Check Your Batteries
The lifespan of a standard battery is between two to five years. After using your truck during summer, when liquid evaporation and corrosion are common, the cold winter kills the battery that has been weakened during summer very fast. It is, therefore, necessary to check the health of your battery as soon as the season starts to change.

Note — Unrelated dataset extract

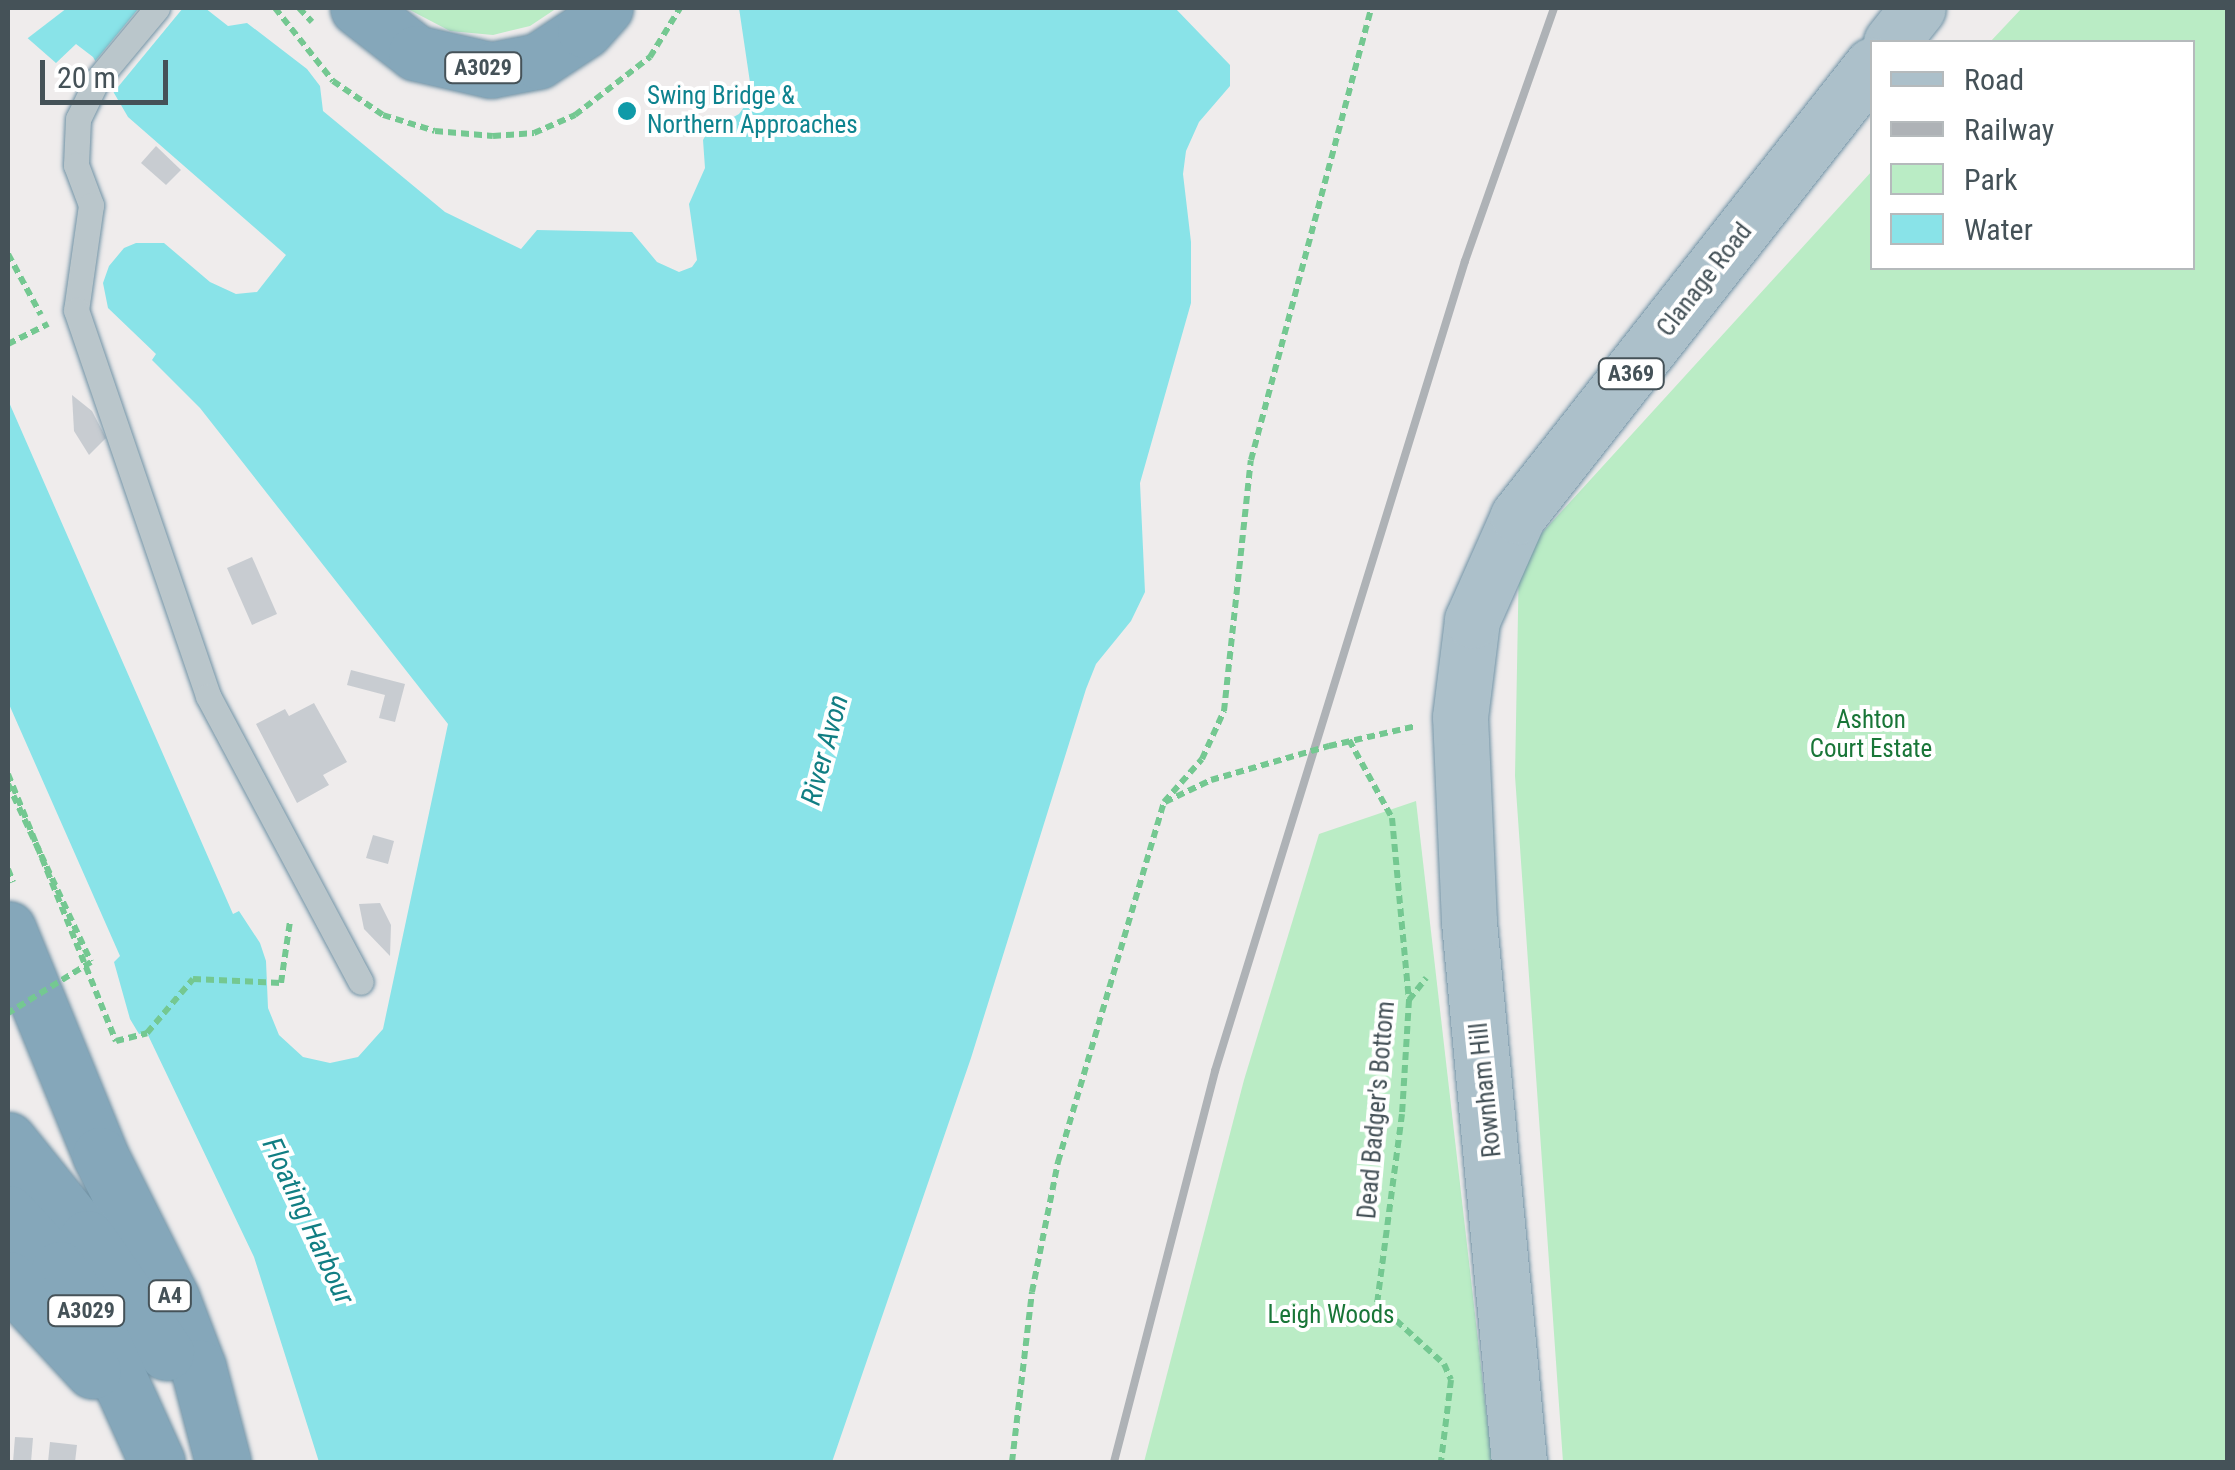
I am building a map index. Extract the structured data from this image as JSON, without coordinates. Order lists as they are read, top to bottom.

A multimeter is an essential gadget to check your battery’s health. To use it, ensure your engine is off and connect it to the leads of your battery. A healthy battery usually reads 12.6 voltage or more when the engine is running. But if the multimeter readings are below 10 volts, your battery is in a critical condition, and you should change it.
Change the Fuel Filters
Most freezing in diesel trucks occurs around the fuel filters. A very minimal amount of diesel remains in your filter when your diesel stays overnight. Installing a new fuel filter is not an assurance that you won’t have gelling issues, but doing this will give you a fresh start. Changing the fuel filter before winter saves you from doing the job during the cold weather. Also, you must keep an extra fuel filter in your truck.
Use Anti-Gel Fuel Additive in Winter
Even diesel fuel blended to work better during winter can reach its limits and start to gel up when it is freezing. There are always no standard temperatures that diesel fuel begins to gel due to the difference in the diesel quality and the degree of exposure of various trucks. For this reason, you must use a fuel additive during winter; the best is all season or the one designed for winter. Such additives prevent diesel from gelling up in the fuel tank.
Test the Condition of Your Block Heater
During extreme winter, block heaters are usually life savers. The bad news is that most diesel truck owners never realize that their block heater needs to be functional. It is easy to test if your block heater is functional.
You need to clean the prong plugs, use a multimeter set in ohms, and attach it to the plugs of the prongs. A working block heater will read between 9 to 25 ohms. When it is faulty, it will give readings below 9 ohms.
Winter weather usually freezes everything and might end up freezing your truck, so preparing your truck for winter is essential. It is also necessary to do tire changes in preparation for winter. Fix winter tires for better traction.